I've made no secret of the fact on this blog that I'm a disaster in the kitchen. If there was a way to burn water, I would do it. After tonight, I now have no doubt that my ability to screw up anything remotely culinary in nature extends to the kitchen sink as well.Through a lot of trial and error or mostly error, I've learned that there are certain things that you just don't leave sitting in the sink, unless, of course, you like seeing your food come back up. The most obvious ones are ice cream and milk. The least obvious one are chicken noodle soup and mashed potatoes. They curdle like nobody's business.
I now have one more food item to add to that list: brownies. I made them this weekend. They weren't half bad, if I do say so myself. However, they stuck to the pan. I tried scraping the remnants of the brownies off last night, but after a few minutes I realized that they weren't coming off with anything other than a blow torch. Instead of just throwing the pan away and buying another $3 one from Dollar General, I got the bright idea to soak the pan in the sink. I thought that hot water would loosen the brownies over night.
Oh, it loosened the brownies all right. It also created a smell so sour that it's a miracle I still have paint on the kitchen walls and hairs in my nose. The odor wasn't perceptible at first. Then I disturbed the water. Five seconds later I was standing in the corner of the kitchen, clutching my stomach and dry heaving.
After my stomach stopped spazzing, I eyed the sink from a safe distance. I knew I had to do something with the pan. Regardless of whether I washed it or trashed it, I would have to come into contact with the water that had bubbled up from the depths of hell. Taking a deep breath, I did the only thing that I knew how to do at the time. I zipped my sweatshirt all the way up and yanked it over my nose. I looked like that guy from the Fat Albert cartoons, only in reverse:

That worked for about a minute. Then I needed to breathe. If I had any sense, I would have taken that breath on the other side of the room, but didn't. I took it right over the sink. As you can imagine, the sour smell still permeated the air in that area, and the gagging began again.

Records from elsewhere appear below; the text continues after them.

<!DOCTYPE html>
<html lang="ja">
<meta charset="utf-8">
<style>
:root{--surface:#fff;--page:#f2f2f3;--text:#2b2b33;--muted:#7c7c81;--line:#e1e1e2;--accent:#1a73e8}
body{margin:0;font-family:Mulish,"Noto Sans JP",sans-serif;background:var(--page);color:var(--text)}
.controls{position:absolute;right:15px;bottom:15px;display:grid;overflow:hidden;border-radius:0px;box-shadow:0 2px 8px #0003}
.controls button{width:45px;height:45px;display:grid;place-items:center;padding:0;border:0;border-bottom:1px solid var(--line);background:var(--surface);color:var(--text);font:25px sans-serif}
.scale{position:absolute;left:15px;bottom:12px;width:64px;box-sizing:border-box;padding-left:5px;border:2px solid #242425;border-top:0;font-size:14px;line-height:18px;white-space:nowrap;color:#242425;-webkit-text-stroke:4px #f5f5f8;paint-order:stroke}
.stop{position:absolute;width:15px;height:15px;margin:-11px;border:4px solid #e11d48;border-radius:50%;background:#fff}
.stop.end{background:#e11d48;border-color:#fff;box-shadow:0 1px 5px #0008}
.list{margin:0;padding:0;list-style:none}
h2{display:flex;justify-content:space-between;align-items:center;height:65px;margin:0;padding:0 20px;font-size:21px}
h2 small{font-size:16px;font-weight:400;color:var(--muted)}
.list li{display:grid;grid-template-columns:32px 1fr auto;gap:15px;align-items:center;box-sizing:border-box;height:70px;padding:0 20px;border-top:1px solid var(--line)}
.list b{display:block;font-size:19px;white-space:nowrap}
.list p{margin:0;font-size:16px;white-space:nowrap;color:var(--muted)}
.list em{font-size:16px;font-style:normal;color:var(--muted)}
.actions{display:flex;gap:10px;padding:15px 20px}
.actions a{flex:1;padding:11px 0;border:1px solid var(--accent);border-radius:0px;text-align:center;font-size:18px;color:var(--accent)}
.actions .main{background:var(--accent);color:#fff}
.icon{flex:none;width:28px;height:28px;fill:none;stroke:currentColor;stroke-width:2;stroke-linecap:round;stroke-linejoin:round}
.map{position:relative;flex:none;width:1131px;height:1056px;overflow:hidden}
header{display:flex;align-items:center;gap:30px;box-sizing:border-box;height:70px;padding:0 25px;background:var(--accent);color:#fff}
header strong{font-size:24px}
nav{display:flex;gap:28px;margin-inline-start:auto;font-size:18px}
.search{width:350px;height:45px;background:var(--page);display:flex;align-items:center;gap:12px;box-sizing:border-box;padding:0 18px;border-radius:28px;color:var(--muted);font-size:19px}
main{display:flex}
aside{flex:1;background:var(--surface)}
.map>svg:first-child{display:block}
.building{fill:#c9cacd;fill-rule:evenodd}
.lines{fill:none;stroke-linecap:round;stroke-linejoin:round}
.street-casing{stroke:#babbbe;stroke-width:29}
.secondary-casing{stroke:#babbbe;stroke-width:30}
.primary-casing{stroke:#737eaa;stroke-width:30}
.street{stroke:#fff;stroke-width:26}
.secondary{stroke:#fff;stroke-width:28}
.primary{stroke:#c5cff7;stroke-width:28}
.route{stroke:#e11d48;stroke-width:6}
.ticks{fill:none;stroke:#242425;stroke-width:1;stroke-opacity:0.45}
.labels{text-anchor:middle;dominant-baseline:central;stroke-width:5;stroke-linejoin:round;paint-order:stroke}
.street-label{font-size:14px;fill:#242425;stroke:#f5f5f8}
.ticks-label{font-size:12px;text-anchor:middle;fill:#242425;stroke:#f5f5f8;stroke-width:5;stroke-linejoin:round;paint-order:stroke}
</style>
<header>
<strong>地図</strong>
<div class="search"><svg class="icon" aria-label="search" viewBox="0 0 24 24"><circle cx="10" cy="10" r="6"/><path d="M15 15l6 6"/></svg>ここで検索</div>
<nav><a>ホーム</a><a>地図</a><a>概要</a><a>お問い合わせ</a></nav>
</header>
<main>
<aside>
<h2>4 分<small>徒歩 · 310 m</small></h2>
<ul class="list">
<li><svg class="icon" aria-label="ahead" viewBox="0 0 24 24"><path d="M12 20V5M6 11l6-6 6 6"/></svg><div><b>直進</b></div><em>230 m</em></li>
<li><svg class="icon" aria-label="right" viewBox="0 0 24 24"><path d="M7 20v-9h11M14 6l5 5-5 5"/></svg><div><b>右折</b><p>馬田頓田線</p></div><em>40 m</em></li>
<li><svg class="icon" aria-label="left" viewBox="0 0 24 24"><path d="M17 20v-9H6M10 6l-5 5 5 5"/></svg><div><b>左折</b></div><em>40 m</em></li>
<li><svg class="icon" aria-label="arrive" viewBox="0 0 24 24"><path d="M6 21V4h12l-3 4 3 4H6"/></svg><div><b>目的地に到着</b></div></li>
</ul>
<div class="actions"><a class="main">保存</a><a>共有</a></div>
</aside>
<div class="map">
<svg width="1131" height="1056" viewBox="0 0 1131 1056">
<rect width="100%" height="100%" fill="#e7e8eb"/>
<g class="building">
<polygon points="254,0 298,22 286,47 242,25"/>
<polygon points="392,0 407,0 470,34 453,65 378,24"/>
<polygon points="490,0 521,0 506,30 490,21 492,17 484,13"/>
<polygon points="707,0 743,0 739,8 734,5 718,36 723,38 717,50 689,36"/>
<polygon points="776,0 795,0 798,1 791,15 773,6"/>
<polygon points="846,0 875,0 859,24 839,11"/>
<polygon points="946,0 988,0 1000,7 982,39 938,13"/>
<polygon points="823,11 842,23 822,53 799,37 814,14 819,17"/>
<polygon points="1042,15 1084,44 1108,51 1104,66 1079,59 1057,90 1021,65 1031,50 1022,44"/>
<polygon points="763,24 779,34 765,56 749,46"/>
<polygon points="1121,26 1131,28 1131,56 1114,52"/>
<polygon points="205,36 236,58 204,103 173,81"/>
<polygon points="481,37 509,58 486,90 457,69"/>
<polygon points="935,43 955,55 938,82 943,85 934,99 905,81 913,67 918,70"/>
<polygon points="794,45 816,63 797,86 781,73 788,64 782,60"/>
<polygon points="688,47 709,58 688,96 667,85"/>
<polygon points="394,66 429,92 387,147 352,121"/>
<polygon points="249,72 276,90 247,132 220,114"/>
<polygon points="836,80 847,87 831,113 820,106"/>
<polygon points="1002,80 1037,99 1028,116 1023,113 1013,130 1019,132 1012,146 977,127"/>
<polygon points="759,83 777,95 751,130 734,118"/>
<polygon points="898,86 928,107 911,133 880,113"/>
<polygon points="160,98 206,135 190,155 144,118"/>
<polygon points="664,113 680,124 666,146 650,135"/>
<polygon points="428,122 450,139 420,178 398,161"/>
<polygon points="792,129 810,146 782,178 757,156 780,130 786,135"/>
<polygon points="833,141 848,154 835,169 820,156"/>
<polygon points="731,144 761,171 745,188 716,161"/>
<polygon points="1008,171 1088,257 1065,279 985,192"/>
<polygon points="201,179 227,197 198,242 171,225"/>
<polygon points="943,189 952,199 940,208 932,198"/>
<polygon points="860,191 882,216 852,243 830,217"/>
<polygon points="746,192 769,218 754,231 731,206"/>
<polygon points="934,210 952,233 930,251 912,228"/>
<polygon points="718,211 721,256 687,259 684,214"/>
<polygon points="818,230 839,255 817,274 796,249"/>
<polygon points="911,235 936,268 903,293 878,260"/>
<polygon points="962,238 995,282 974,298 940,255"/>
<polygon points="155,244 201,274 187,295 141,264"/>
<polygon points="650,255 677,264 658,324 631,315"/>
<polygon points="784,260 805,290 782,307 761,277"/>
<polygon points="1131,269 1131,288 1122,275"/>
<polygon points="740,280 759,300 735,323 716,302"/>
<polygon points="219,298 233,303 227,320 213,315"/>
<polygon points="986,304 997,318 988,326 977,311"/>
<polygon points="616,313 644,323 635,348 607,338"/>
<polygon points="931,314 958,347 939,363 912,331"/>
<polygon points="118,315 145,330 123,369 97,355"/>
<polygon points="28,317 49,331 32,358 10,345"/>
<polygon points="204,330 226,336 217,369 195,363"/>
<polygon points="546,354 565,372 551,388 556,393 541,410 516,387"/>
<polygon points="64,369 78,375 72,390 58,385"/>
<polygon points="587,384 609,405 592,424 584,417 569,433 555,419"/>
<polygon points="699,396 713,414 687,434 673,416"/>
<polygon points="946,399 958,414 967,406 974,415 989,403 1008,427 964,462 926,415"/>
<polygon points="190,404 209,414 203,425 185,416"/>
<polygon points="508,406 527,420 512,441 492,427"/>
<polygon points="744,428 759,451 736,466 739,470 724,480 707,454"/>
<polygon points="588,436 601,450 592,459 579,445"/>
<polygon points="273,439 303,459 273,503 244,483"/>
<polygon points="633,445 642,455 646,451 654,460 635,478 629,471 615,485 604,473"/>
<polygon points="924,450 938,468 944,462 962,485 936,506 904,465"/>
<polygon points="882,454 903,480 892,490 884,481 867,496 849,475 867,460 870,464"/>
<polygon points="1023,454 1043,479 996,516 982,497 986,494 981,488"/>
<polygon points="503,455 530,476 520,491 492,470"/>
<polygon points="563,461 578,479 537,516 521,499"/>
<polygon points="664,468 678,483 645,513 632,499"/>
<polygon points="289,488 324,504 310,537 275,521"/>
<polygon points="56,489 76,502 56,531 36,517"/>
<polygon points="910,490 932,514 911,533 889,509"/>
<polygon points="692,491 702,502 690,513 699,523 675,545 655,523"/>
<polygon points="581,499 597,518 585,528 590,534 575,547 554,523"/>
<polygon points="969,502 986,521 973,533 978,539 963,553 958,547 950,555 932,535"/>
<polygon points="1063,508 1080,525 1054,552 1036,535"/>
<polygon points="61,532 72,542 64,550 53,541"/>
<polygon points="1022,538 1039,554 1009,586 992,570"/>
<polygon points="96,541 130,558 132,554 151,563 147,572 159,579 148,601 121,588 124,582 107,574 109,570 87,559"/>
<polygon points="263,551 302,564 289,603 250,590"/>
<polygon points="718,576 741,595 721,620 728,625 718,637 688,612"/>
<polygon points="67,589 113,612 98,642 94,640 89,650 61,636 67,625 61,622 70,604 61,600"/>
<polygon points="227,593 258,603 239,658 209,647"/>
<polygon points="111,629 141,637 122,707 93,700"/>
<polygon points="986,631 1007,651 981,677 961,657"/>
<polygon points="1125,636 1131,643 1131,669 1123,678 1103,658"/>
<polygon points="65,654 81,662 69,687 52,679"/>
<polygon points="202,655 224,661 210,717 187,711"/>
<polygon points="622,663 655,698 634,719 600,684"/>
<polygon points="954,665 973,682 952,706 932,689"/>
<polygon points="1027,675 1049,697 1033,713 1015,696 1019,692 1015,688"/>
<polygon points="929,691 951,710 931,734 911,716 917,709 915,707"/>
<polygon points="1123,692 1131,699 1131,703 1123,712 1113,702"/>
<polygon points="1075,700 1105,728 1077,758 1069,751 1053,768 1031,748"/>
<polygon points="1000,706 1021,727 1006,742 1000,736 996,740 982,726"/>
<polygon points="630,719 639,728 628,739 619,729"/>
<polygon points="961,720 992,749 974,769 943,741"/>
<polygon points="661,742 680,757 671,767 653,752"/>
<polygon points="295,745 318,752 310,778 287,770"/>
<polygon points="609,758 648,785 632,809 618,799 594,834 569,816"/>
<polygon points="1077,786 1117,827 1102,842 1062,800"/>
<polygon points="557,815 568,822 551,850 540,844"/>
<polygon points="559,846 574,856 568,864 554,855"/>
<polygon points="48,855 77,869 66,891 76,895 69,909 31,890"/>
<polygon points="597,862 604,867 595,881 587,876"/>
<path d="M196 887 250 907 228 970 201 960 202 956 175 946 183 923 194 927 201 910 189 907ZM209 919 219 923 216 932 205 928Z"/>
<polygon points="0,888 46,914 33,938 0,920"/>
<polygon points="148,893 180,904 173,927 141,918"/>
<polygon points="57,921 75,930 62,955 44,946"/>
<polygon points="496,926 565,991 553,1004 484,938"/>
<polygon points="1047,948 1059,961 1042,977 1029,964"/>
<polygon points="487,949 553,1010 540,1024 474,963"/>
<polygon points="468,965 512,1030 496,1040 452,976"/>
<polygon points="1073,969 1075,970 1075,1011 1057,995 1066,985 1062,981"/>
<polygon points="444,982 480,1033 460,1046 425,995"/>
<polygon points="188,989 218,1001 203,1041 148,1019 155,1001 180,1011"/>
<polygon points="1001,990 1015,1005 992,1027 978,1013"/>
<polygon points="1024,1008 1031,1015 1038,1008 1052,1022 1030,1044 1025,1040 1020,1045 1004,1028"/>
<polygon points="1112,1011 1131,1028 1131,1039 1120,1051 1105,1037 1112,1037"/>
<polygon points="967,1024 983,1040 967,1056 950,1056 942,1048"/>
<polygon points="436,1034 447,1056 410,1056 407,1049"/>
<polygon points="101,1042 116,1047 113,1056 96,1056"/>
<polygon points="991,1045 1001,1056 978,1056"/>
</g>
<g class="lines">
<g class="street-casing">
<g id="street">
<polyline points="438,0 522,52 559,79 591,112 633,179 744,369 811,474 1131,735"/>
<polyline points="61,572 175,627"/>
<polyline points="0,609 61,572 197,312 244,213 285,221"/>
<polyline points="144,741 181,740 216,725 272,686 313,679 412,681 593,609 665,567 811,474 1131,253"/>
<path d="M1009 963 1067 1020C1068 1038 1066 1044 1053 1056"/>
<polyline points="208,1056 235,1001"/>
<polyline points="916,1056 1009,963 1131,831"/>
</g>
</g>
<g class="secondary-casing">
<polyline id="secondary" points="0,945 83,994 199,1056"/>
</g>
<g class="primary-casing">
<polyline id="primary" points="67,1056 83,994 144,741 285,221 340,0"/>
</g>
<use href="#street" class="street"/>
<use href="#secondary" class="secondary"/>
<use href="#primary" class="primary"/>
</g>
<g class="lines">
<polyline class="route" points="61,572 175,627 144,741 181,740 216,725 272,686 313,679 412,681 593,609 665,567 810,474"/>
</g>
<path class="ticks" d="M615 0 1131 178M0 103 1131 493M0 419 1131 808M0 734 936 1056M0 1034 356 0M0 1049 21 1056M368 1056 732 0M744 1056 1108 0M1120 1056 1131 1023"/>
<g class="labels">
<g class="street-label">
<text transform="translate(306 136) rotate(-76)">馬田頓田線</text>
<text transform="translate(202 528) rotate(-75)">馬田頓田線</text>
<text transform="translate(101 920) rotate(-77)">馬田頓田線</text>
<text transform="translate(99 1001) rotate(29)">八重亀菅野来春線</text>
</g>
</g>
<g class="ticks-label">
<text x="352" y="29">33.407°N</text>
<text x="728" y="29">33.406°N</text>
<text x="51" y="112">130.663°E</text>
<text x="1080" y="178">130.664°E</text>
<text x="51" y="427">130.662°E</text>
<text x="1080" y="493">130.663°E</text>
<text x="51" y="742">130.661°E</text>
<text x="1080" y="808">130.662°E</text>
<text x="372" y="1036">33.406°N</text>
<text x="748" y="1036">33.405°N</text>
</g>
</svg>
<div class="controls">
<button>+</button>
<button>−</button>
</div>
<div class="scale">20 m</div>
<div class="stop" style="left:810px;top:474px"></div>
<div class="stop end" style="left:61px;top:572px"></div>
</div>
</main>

Eventually, my stomach settled enough that I was able to finish washing out the pan. I should have stopped then, plopped my butt on the couch, and not moved until Idol was over. Once again I didn't do what I should have done. Instead, my oxygen-deprived brain pulled down the sweatshirt and began rinsing the dishes on the other side of the sink.
The first few bowls were no big deal. They didn't contain anything worse than dog food crumbs. Bowl Number 4, however, was actually Bowl Number 666. Apparently, I had forgotten to wash out an ice cream bow a couple of days agol. Then, to add insult to injury, I had buried that bowl beneath Bowls 1 through 3. The odor and curdled nastiness that resulted rivaled that of the devil brownies. All it took was one whiff, and I was running for the half-bathroom right off the kitchen.
After sacrificing the roast beef sub that I had for lunch to the porcelain gods, I ran upstairs, grabbed my container of Vick's, opened it, stuck two fingers into the ointment, and scooped up a giant size dose of mentholatum. I didn't just rub it under my nose. I piled it on like my life depended on it. I'm sure I was a greasy sight.
Since the Vick's allowed me to finish washing the bowl, I'm considering buying a tub to keep next to the sink, right next to my bottle of Dawn and the kitchen sponge. I've also vowed to (1) never make brownies again unless I have a disposable pan, (2) rinse my ice cream bowls immediately after consumptions, (3) use paper or Styrofoam plates and bowls whenever possible, and (4) wash dishes more often.
On top of that, I'm scratching coroner, crime scene investigator, crime scene cleaner, garbage truck driver, plumber, undertaker, professional pooper scooper, spoiled milk tester, and any other smelly profession off my list of potential fallback careers. While I could single-handedly make Vick's stock soar by pursuing those professions, I don't think my olfactory nerves could handle it.